WHAT YOU HAVE TO DO:
All that is needed is an exact copy of the lines from the beginning of the data below through the line containing "position:absolute; left:401px; top:10px;", minus the pictures.

LISTED RECORDS:

____

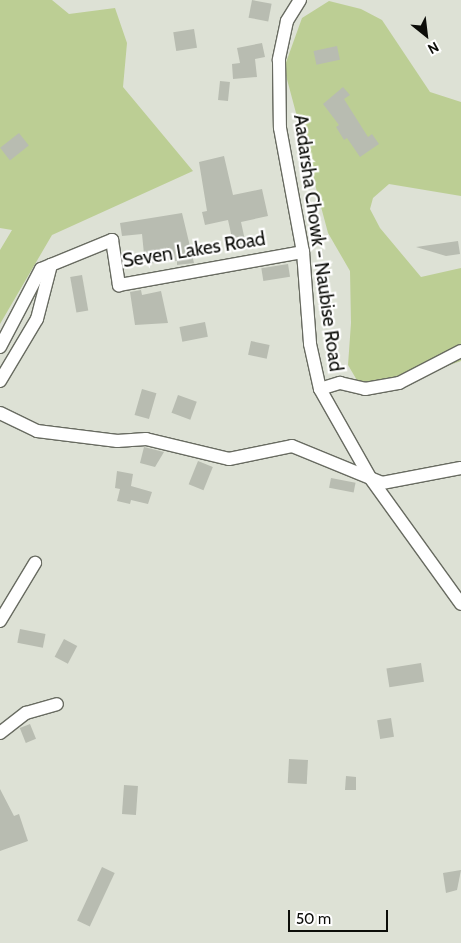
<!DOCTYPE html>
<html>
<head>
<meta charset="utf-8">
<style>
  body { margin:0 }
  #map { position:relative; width:461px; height:943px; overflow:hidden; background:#dde1d5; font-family:Cabin,sans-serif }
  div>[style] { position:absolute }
  .green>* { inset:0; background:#bcce94 }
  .building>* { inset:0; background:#b8bcb1; transform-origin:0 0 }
  .roads { filter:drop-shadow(1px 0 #686b61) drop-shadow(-1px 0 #686b61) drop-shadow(0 1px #686b61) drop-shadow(0 -1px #686b61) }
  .minor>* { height:12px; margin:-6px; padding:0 6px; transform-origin:6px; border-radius:6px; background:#fff }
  span { translate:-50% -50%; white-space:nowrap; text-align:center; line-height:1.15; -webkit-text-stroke:4.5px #fff; paint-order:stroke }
  .street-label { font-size:19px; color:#0c0d09 }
  .north { position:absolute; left:401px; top:10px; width:50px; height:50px; -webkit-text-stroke:4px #fff; paint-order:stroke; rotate:151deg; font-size:14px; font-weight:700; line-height:20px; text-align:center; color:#0c0d09 }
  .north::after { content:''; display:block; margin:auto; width:18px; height:22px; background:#0c0d09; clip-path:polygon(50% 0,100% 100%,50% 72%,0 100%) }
  .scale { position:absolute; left:288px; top:910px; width:100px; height:22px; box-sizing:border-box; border:2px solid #0c0d09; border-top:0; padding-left:6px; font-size:15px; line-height:18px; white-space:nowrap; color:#0c0d09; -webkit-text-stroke:4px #fff; paint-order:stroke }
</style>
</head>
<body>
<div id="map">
  <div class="green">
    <i style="clip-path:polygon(0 0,52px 0,69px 14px,115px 8px,127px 43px,123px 87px,193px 171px,52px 235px,0 324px,0 250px,12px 230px,0 228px)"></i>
    <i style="clip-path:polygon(329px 1px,361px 9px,382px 20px,430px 92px,461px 102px,461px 196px,389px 184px,373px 198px,370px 209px,380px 228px,421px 277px,461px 268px,461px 361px,399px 383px,358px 382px,348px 365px,351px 323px,350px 271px,328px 233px,284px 68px,302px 18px)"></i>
  </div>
  <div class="building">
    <i style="left:252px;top:0;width:20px;height:18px;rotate:11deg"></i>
    <i style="left:194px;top:29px;width:19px;height:21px;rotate:81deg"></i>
    <i style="clip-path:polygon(262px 43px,265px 57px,255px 59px,257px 77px,233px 79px,232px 64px,240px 63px,237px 48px)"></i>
    <i style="left:337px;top:46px;width:14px;height:24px;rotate:78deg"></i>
    <i style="left:220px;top:81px;width:10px;height:19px;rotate:6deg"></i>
    <i style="clip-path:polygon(343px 87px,350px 95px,344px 99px,368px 137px,372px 134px,379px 144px,360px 157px,347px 138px,344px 140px,336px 127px,339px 125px,323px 104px)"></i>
    <i style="left:19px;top:133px;width:16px;height:24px;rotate:52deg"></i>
    <i style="clip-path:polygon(224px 156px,233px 195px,262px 189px,268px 216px,241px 222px,246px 245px,234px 247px,228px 220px,205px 225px,202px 212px,207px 211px,199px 162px)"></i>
    <i style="clip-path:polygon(182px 213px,194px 263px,177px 265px,177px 261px,145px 264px,142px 234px,122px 236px,120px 223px)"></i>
    <i style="clip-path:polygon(458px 241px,460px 254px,446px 256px,416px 247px)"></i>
    <i style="left:288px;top:264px;width:13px;height:27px;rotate:81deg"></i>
    <i style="left:82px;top:275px;width:36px;height:12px;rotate:80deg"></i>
    <i style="clip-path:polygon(141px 290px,142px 295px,161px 291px,168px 323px,135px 325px,130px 292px)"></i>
    <i style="left:205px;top:322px;width:15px;height:26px;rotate:79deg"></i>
    <i style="left:251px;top:341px;width:19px;height:14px;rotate:12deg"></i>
    <i style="left:142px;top:389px;width:15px;height:27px;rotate:16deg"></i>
    <i style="left:178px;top:395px;width:20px;height:19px;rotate:20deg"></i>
    <i style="clip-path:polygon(144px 447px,164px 452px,155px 467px,140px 463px)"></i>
    <i style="left:198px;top:461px;width:16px;height:25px;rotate:22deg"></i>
    <i style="clip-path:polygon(117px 471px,133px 474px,131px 486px,152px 492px,148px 504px,131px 500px,130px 504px,117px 501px,120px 489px,115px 488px)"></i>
    <i style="left:331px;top:478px;width:25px;height:10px;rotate:11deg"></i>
    <i style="left:20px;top:629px;width:26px;height:14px;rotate:11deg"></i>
    <i style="left:64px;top:639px;width:15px;height:20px;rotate:28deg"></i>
    <i style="left:421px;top:663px;width:19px;height:35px;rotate:81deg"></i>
    <i style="left:391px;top:718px;width:19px;height:14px;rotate:81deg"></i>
    <i style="left:30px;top:724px;width:16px;height:11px;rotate:68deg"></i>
    <i style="left:289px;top:759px;width:19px;height:24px;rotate:3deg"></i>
    <i style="clip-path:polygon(346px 776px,356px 777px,356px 790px,345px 790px)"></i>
    <i style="left:124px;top:785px;width:14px;height:29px;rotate:4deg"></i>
    <i style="clip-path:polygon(0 789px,14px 816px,19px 814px,28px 841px,0 851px)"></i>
    <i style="left:102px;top:867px;width:14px;height:59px;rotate:25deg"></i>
    <i style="clip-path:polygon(461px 870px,457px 890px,446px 893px,443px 873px)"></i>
  </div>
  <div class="roads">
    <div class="minor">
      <i style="left:300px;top:0;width:25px;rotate:122deg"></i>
      <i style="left:287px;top:21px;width:40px;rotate:102deg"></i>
      <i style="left:279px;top:60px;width:68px;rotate:89.2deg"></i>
      <i style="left:280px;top:128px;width:126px;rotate:79.5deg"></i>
      <i style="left:303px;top:252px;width:92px;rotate:85.6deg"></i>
      <i style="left:310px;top:344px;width:46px;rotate:77.5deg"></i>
      <i style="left:320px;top:389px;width:103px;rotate:60.5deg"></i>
      <i style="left:371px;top:479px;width:154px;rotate:54.2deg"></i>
      <i style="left:0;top:347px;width:88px;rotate:-62.3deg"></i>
      <i style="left:41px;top:269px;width:77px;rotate:-22.2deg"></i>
      <i style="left:112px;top:240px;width:46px;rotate:81.2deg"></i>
      <i style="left:119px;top:285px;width:187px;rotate:-10.2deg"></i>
      <i style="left:0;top:381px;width:72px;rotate:-59.2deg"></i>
      <i style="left:37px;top:319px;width:56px;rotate:-75.5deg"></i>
      <i style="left:320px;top:389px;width:21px;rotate:-17deg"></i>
      <i style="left:340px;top:383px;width:26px;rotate:13deg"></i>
      <i style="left:365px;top:389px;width:35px;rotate:-10deg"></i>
      <i style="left:399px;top:383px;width:70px;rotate:-27.3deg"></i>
      <i style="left:0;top:413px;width:41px;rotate:25.9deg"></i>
      <i style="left:37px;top:431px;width:81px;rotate:7.1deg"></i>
      <i style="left:117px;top:441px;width:29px;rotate:-4deg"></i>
      <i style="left:146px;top:439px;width:85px;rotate:13.5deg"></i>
      <i style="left:229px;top:459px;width:64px;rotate:-11.7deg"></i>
      <i style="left:292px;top:446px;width:97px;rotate:22.3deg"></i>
      <i style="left:382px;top:483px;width:80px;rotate:-10.8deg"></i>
      <i style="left:0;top:621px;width:68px;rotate:-58.9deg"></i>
      <i style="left:0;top:733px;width:33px;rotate:-38deg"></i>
      <i style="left:26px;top:713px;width:32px;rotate:-16deg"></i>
    </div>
  </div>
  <div class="street-label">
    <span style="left:318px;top:243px;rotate:82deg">Aadarsha Chowk - Naubise Road</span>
    <span style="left:194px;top:250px;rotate:-9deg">Seven Lakes Road</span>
  </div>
  <div class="north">N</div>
  <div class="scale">50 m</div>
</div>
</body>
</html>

____

SOLUTION TO THIS TASK:
<!DOCTYPE html>
<html>
<head>
<meta charset="utf-8">
<style>
  body { margin:0 }
  #map { position:relative; width:461px; height:943px; overflow:hidden; background:#dde1d5; font-family:Cabin,sans-serif }
  div>[style] { position:absolute }
  .green>* { inset:0; background:#bcce94 }
  .building>* { inset:0; background:#b8bcb1; transform-origin:0 0 }
  .roads { filter:drop-shadow(1px 0 #686b61) drop-shadow(-1px 0 #686b61) drop-shadow(0 1px #686b61) drop-shadow(0 -1px #686b61) }
  .minor>* { height:12px; margin:-6px; padding:0 6px; transform-origin:6px; border-radius:6px; background:#fff }
  span { translate:-50% -50%; white-space:nowrap; text-align:center; line-height:1.15; -webkit-text-stroke:4.5px #fff; paint-order:stroke }
  .street-label { font-size:19px; color:#0c0d09 }
  .north { position:absolute; left:401px; top:10px; width:50px; height:50px; -webkit-text-stroke:4px #fff; paint-order:stroke; rotate:151deg; font-size:14px; font-weight:700; line-height:20px; text-align:center; color:#0c0d09 }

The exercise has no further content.